The Facebook Files: More Censorship Revealed

Rep. Jim Jordan’s House committee has been trying for some time to extract documents from Facebook relating to the Biden administration’s leaning on that platform to censor content. Jordan eventually threatened to hold Mark Zuckerberg in contempt, and Facebook finally produced the files. Jordan has now released some highlights on Twitter. These documents, similar to the Twitter files, clearly show the administration’s effort to use the social media companies to impose censorship on disfavored ideas.

I believe that in all the instances that have been published so far, the issue is vaccine hesitancy. The Biden administration wanted to censor any dissent from the proposition that everyone must be vaccinated. Here is what Rep. Jordan has published so far:


The administration justifies its unAmerican conduct by claiming that covid was a public health emergency, and lives were at stake if people failed to get vaccinated.

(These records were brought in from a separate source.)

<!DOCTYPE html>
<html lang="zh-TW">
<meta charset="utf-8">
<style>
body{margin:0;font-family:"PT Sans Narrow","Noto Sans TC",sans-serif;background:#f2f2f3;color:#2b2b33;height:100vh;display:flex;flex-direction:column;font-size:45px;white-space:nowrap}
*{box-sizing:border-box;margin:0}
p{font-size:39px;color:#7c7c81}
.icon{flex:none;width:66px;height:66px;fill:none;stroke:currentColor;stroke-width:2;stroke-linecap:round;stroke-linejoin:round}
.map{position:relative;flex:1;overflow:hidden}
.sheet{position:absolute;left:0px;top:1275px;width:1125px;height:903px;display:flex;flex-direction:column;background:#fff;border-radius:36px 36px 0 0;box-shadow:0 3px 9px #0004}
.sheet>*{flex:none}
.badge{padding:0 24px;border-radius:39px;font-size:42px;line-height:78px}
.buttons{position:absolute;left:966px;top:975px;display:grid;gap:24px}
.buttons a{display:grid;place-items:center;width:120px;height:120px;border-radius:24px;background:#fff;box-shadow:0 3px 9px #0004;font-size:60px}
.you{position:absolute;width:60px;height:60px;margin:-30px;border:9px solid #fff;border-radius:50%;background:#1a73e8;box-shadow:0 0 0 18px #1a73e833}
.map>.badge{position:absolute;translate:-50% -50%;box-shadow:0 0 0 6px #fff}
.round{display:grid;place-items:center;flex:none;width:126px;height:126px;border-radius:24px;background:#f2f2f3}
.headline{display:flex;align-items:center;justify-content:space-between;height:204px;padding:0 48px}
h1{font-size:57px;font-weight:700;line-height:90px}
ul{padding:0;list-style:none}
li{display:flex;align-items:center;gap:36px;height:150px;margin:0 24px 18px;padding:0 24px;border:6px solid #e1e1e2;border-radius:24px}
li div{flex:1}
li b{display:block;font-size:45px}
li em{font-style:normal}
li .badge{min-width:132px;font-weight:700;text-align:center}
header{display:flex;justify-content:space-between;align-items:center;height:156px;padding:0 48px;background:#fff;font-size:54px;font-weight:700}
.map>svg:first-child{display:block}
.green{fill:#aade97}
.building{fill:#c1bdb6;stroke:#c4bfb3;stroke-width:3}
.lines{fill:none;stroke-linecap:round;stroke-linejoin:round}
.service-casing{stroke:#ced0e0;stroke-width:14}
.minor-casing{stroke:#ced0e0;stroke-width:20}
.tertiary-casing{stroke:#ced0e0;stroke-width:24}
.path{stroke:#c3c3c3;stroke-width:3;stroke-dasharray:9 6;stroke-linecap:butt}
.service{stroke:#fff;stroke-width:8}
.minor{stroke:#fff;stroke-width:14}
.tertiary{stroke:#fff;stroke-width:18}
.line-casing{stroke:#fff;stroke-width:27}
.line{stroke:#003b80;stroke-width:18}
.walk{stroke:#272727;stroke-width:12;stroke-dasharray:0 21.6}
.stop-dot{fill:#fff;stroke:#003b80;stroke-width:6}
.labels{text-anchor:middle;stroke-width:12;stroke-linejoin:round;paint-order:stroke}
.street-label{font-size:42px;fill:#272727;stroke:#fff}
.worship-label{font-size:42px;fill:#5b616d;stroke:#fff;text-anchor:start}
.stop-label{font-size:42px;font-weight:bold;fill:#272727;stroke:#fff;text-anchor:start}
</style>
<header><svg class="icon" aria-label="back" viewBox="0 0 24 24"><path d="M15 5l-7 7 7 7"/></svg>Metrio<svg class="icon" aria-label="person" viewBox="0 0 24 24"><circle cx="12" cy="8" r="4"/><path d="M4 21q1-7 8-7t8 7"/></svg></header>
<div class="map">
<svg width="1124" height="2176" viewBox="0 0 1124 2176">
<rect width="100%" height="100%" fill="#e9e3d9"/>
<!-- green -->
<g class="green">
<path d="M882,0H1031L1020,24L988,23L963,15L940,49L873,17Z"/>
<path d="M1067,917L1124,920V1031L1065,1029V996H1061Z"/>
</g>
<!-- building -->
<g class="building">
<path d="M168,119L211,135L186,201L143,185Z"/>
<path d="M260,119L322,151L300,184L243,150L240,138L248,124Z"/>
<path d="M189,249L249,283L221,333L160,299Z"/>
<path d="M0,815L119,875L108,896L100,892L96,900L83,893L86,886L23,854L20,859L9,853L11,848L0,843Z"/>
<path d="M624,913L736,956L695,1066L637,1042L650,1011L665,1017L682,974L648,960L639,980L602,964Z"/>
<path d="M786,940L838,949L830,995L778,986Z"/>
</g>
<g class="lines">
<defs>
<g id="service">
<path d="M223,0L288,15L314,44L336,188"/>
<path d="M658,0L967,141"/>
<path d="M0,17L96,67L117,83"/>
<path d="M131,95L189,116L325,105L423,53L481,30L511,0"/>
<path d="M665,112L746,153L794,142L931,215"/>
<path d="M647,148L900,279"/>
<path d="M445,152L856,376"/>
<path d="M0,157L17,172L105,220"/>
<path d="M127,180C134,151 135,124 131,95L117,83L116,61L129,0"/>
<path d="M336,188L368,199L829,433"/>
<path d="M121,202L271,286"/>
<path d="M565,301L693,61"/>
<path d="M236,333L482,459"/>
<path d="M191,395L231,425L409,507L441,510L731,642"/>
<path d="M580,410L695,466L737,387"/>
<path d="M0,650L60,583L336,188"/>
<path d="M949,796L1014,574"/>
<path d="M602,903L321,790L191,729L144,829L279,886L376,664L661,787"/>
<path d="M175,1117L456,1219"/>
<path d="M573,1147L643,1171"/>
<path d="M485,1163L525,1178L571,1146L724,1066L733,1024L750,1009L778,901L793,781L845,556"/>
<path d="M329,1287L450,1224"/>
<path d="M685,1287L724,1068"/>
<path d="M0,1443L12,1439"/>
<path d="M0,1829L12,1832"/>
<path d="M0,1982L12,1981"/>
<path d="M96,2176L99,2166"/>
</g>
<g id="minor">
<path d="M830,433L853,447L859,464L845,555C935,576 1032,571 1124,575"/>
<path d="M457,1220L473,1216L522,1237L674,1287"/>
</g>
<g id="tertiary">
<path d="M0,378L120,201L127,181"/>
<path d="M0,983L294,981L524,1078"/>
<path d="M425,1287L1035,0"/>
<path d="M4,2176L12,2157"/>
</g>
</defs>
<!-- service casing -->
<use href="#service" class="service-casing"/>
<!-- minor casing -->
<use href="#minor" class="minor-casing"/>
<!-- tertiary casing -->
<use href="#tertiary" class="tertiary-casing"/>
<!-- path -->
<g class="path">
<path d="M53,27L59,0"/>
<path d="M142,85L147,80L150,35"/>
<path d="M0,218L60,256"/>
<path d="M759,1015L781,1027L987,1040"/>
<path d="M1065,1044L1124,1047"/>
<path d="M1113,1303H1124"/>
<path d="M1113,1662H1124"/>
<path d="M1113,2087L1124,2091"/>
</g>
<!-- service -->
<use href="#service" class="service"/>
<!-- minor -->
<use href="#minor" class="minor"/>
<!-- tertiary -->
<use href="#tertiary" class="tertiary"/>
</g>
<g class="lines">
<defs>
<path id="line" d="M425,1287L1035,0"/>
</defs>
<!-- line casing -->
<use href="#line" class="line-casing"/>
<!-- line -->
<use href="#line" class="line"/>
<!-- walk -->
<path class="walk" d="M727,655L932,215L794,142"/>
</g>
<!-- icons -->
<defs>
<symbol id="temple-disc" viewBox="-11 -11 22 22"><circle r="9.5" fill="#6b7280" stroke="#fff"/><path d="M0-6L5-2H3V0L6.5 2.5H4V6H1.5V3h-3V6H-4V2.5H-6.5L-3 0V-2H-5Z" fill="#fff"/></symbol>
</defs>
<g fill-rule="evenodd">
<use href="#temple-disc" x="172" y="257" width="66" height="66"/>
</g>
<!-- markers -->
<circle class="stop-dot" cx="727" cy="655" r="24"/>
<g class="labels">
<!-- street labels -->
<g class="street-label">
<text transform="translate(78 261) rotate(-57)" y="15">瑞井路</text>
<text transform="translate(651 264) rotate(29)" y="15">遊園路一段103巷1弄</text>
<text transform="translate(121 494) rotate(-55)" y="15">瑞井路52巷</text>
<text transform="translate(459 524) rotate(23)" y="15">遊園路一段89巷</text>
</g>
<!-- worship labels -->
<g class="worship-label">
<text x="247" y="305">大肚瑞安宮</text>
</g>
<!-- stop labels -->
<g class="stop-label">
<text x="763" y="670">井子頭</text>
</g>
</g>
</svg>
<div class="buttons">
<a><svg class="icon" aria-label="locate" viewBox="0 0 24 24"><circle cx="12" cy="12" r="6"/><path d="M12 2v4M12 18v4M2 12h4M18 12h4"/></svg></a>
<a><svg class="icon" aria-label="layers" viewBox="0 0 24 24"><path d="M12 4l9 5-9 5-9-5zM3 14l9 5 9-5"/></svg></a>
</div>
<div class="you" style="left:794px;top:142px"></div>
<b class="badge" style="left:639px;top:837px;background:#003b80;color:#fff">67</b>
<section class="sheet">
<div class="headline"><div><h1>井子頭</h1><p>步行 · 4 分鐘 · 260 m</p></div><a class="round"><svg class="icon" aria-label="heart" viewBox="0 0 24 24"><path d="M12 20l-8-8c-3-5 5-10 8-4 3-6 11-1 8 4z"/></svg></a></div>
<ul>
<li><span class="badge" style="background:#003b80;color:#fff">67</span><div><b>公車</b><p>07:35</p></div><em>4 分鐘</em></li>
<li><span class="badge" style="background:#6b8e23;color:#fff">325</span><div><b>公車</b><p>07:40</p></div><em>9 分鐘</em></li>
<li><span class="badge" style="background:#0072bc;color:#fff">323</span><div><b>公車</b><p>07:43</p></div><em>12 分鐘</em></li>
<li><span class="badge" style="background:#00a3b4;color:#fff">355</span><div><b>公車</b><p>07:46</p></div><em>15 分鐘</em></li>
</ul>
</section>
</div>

Of course, the First Amendment is predicated on the idea that the more important the issue, the more vital is free debate and free exchange of information.

And pretty much everything the federal government does is, at some level, a matter of life and death. Thus, for example, if we continue down the path of “green” energy, there will be blackouts and people will die as a result. Using the Biden administration’s rationale, I could argue that it is appropriate to suppress all advocacy in favor of wind and solar energy in order to save lives.

For what it is worth, it seems to me that the vaccine skeptics were half right and half wrong. The vaccines turned out not to do a lot of good, but they didn’t cause a lot of harm, either. But this became clear (assuming that it is clear now) only after the fact. At the time, it was important that information be disseminated and that people (not just “experts”) debate the merits of various policy approaches. It turned out that the shutdowns, for example, were a disaster. Some of us saw that coming, and it is a good thing that we were able to advance anti-shutdown arguments and data.

It strikes me that everything we experienced during the covid fiasco simply reinforces the importance of free speech.